NOTE POST-FIC: Ufuf…è finita! E mi dispiace tantissimo! In fondo mi ero affezionata a questa storia, ci ho lavorato per più di un mese e mezzo e ho cercato di metterci tutto quello che ho dentro. Prima di salutarvi, però, mi sembra doveroso aggiungere alcune cose. Innanzitutto, la storia non è venuta come la volevo, o meglio: non è venuta come io l’avevo progettata. Ero partita con un’idea in testa completamente differente da questa, ma poi quando ho cominciato a scrivere i personaggi hanno cominciato ad agire per conto loro, ed io mi sono limitata a riportare le loro azioni o pensieri, ma senza essere totalmente cosciente di quanto ho scritto! Insomma, ho mandato i protagonisti allo sbaraglio, non sono stata capace di trattenerli, e così ne è uscito quello che avete appena finito di leggere…sono cosciente che sia un raccontino modesto, non di grandi pretese e scritto in un italiano non scorretto ma nemmeno brillante…solo che scrivere mi piace troppo, e quindi vado avanti, cercando di correggere i difetti…. Un’altra cosa che mi preme dire è che questo racconto è veramente introspettivo.
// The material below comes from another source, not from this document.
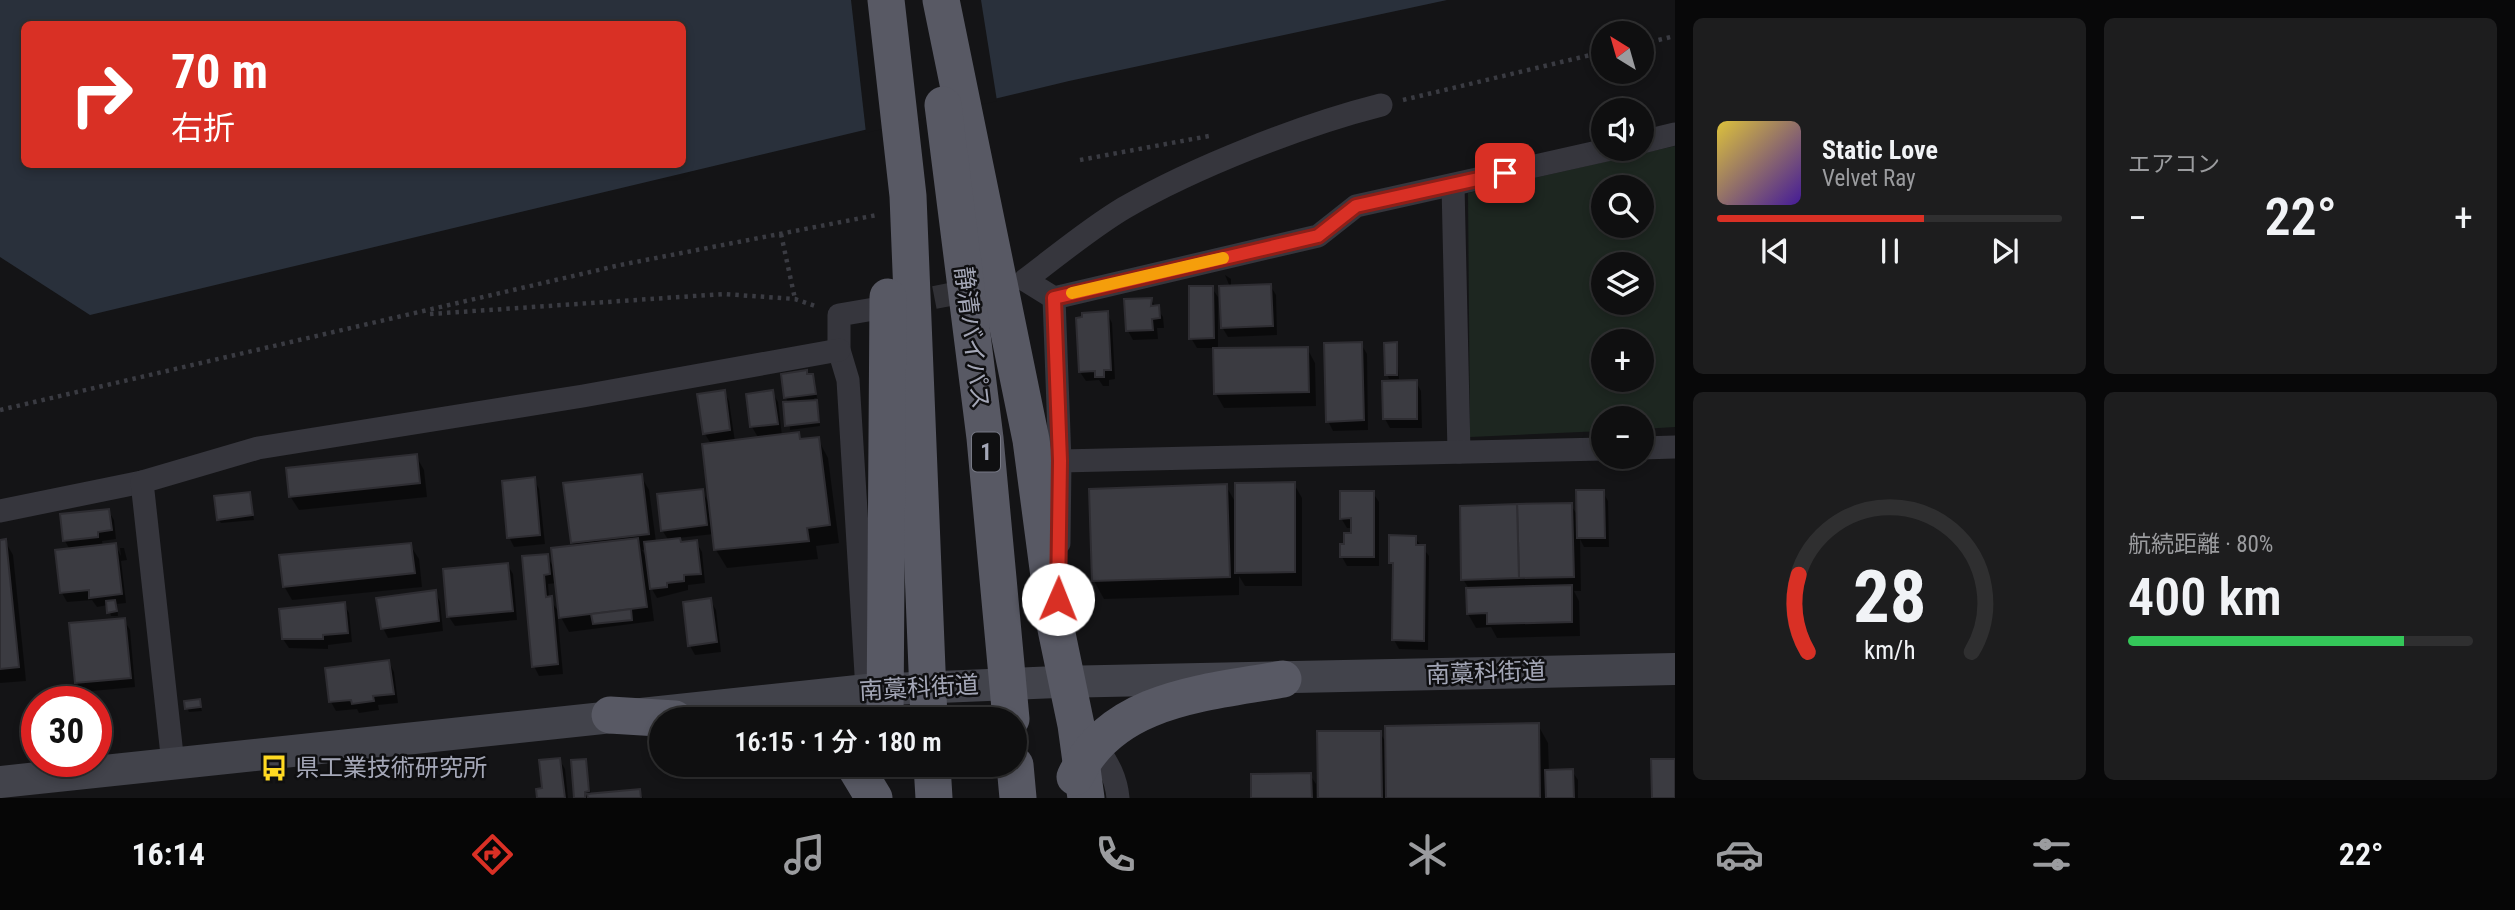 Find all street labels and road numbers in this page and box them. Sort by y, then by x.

È la prima volta che mi cimento in questo genere di storia, per cui non ho la più pallida idea di come sia venuta, se sia gradevole o terribile…per questo gradirei i vostri commenti, sia positivi (e quelli fanno sempre piacere), sia negativi (che aiutano tantissimo a migliorare, purché siano costruttivi e validamente motivati). Un’altra cosa: questa storia è stata un po’ una sfida con me stessa, non tanto per la lunghezza (è la prima volta che scrivo un racconto autoconclusivo così lungo!), quanto piuttosto perché è nata in un momento di crisi dovuto ad una terribile delusione che ho preso partecipando ad un concorso, in seguito al quale mi sono demoralizzata al massimo, e sono entrata in crisi mistica…perciò questo lavoro mi è stato molto utile…ho fatto un po’ come la fenice, sono rinata dalle mie ceneri…. Un’ultima cosa: questo lavoro è super-dedicato alle mie amiche speciali Fede e Ila-pyon, che oltre a sopportarmi quando comincio a sclerare di brutto, mi hanno dato una mano ad uscire dalla crisi…vi voglio un mondo di bene, ragazze! Siete uniche! Un altro grazie anche a tutti coloro che sono arrivato coraggiosamente fin qui e che vorranno o meno commentare! Siete speciali!